-- Opening Marker --

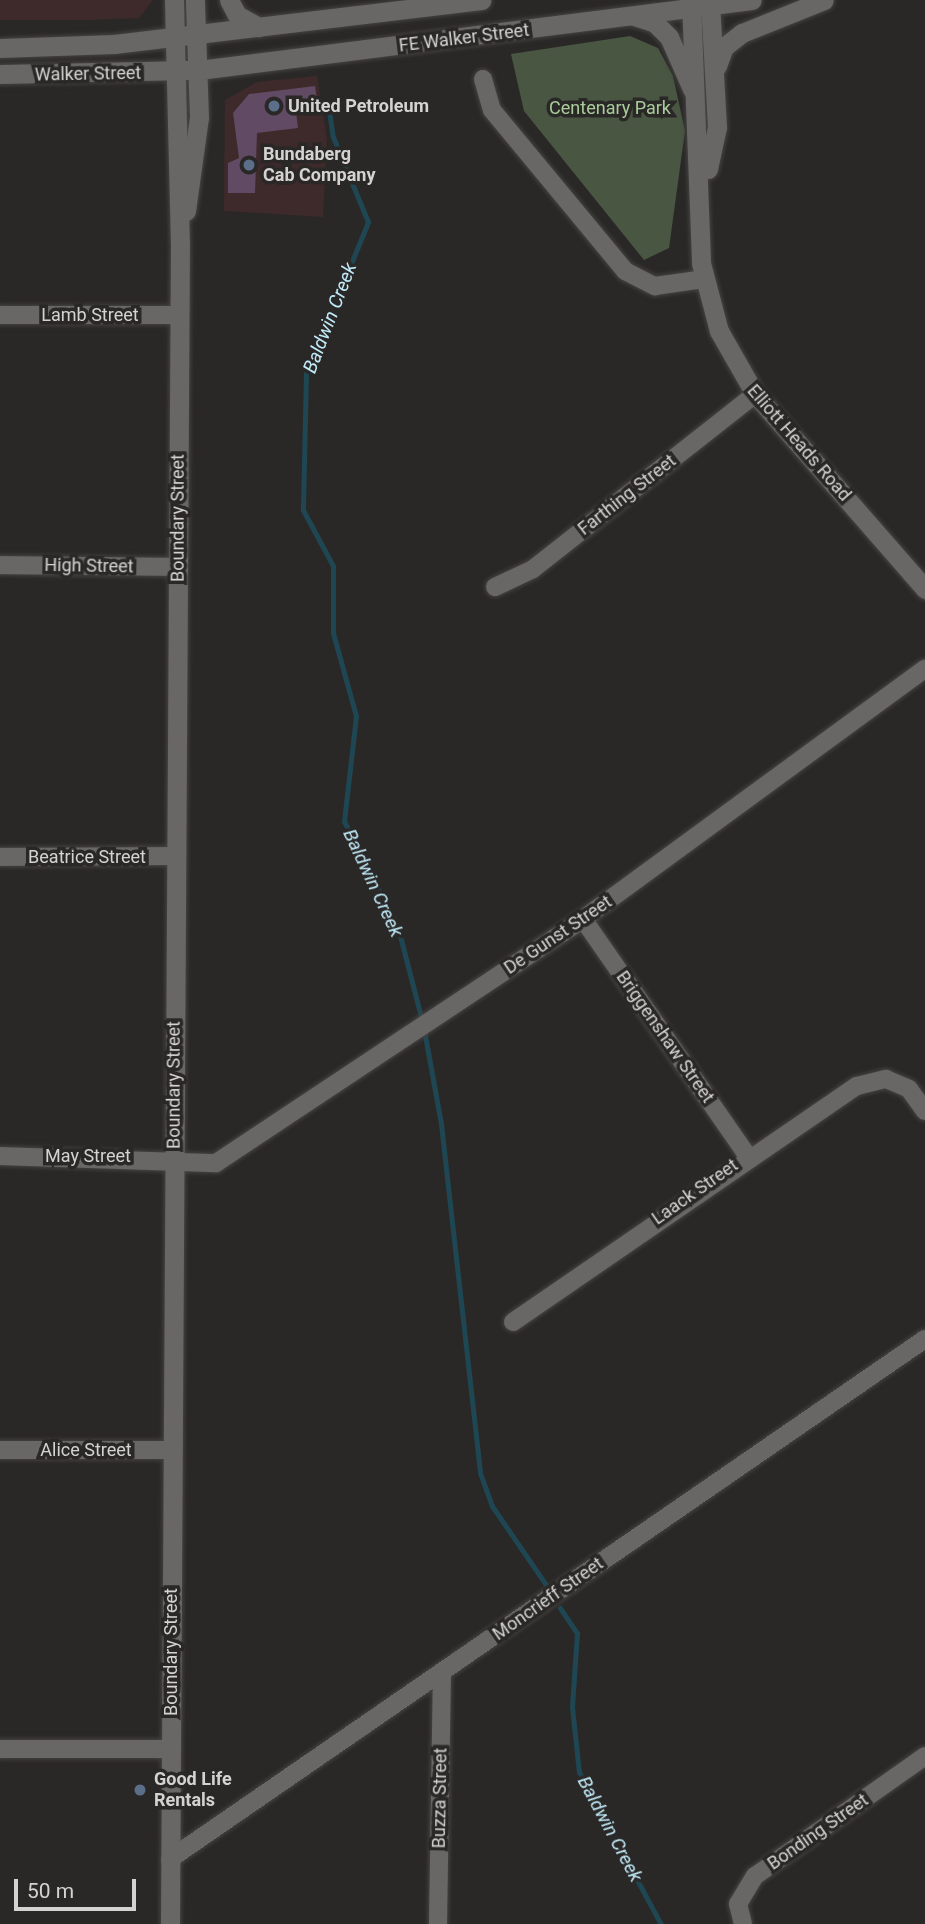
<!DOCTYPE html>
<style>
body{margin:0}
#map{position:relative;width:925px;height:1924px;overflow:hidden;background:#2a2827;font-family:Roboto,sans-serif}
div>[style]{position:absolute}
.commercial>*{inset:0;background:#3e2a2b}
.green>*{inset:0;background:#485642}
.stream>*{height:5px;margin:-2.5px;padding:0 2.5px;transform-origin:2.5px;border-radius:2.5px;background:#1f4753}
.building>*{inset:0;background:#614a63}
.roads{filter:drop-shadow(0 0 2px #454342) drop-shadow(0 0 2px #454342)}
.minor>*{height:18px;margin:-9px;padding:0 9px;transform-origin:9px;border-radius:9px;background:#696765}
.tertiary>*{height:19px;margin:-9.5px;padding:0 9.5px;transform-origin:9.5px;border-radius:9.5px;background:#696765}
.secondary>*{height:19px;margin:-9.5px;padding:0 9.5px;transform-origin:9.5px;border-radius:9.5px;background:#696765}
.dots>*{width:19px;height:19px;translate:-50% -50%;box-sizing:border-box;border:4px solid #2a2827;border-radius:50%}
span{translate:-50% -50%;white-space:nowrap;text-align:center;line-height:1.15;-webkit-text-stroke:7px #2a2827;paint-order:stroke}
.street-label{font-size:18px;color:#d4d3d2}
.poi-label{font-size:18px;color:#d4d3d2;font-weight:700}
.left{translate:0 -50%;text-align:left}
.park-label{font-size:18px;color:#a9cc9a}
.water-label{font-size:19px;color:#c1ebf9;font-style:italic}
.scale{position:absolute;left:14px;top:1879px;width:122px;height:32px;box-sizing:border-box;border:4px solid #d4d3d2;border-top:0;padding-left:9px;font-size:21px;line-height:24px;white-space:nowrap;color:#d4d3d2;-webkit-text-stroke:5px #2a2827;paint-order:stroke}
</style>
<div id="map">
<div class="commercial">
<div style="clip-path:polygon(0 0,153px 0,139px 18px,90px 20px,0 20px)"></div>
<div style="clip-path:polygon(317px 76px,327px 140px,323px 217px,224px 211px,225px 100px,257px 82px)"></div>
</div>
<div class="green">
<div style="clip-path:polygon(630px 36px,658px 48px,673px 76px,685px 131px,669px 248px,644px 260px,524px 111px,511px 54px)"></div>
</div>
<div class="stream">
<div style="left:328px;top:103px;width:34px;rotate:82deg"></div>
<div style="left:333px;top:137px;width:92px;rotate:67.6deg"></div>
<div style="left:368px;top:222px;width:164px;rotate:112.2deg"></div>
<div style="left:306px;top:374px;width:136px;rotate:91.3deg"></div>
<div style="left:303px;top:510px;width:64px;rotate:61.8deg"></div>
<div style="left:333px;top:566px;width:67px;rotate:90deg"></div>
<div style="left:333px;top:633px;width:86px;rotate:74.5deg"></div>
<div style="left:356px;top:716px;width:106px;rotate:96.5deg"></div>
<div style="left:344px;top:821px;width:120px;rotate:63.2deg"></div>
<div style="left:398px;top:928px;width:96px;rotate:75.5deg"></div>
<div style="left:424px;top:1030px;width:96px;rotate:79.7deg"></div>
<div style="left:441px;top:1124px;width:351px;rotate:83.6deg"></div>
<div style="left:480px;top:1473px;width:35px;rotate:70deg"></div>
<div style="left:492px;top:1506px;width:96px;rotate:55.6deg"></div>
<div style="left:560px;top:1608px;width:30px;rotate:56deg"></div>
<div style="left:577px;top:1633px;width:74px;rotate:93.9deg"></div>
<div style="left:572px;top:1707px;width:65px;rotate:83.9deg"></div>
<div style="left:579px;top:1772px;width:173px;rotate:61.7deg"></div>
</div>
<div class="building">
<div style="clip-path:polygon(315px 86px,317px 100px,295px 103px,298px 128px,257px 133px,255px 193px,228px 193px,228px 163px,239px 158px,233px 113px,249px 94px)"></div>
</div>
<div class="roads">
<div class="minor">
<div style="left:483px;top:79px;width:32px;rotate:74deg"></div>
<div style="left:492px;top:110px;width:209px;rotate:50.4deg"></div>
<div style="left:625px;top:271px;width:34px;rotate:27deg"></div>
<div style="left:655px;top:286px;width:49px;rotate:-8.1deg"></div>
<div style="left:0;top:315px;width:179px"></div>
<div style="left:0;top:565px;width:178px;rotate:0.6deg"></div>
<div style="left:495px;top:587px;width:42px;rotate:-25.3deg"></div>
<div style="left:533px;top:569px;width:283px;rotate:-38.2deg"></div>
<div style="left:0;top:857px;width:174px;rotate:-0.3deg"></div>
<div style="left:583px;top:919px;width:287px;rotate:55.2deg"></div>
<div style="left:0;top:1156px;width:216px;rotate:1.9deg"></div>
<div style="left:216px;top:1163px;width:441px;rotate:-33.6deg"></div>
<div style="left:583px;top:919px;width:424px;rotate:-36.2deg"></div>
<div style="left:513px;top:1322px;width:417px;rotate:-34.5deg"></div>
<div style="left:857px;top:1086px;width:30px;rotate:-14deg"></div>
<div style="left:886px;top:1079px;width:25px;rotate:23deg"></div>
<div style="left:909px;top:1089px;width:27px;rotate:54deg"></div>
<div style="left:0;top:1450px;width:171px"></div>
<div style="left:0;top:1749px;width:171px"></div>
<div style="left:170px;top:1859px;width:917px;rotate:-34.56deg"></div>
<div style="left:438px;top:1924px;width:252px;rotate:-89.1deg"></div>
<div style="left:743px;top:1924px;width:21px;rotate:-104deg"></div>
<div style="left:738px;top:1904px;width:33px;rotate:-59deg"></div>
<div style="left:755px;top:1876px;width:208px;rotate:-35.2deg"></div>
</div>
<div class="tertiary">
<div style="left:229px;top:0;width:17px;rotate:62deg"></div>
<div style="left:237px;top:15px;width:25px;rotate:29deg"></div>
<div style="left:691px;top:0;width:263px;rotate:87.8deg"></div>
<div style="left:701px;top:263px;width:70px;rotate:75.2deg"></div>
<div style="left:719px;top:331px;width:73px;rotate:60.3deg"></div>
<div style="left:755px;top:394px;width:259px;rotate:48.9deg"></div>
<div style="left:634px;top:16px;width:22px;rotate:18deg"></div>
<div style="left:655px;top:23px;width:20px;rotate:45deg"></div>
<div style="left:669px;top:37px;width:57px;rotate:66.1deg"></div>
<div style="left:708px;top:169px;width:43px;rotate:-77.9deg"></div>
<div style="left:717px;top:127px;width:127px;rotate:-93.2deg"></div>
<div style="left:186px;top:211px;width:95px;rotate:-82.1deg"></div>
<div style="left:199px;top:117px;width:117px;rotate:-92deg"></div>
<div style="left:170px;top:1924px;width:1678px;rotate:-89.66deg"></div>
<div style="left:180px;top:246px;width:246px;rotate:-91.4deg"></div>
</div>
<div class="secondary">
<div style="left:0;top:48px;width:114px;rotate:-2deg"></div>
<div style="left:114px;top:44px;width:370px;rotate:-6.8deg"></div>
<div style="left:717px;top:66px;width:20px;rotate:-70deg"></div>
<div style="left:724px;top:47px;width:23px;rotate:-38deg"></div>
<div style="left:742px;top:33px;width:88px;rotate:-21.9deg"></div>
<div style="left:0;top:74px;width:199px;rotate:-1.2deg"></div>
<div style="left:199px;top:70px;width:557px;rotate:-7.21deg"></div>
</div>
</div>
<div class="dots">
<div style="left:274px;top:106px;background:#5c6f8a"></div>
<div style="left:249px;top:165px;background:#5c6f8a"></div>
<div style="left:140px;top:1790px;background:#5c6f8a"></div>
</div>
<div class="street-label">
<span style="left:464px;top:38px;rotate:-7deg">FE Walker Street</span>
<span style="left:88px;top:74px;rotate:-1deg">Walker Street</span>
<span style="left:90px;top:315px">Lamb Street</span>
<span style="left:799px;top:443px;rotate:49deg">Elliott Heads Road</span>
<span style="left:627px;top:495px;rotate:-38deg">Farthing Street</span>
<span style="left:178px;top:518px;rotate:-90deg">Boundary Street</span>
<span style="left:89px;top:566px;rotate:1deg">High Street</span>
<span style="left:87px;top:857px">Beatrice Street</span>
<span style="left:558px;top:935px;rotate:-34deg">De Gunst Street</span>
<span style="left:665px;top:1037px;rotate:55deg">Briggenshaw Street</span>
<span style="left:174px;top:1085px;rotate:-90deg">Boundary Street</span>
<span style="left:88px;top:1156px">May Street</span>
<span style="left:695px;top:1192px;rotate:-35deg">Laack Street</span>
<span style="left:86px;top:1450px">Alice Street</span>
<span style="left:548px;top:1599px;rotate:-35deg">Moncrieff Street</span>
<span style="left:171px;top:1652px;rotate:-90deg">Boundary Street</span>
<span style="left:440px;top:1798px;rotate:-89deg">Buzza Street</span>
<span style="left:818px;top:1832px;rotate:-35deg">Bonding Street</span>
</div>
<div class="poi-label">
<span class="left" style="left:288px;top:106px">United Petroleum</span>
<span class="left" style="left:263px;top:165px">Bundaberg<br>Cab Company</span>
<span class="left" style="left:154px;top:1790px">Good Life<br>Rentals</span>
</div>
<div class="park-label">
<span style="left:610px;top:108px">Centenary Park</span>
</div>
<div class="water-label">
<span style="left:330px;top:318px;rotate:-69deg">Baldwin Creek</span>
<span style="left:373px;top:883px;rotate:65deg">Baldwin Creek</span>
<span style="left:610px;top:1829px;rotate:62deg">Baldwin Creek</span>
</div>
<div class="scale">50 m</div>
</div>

-- Closing Marker --

What to work on:
Reproduce only the lines from the first line of the listing above up to and including the line that holds "2px #454342) drop-shadow(0". Omit the pictures.

Your solution:
<!DOCTYPE html>
<style>
body{margin:0}
#map{position:relative;width:925px;height:1924px;overflow:hidden;background:#2a2827;font-family:Roboto,sans-serif}
div>[style]{position:absolute}
.commercial>*{inset:0;background:#3e2a2b}
.green>*{inset:0;background:#485642}
.stream>*{height:5px;margin:-2.5px;padding:0 2.5px;transform-origin:2.5px;border-radius:2.5px;background:#1f4753}
.building>*{inset:0;background:#614a63}
.roads{filter:drop-shadow(0 0 2px #454342) drop-shadow(0 0 2px #454342)}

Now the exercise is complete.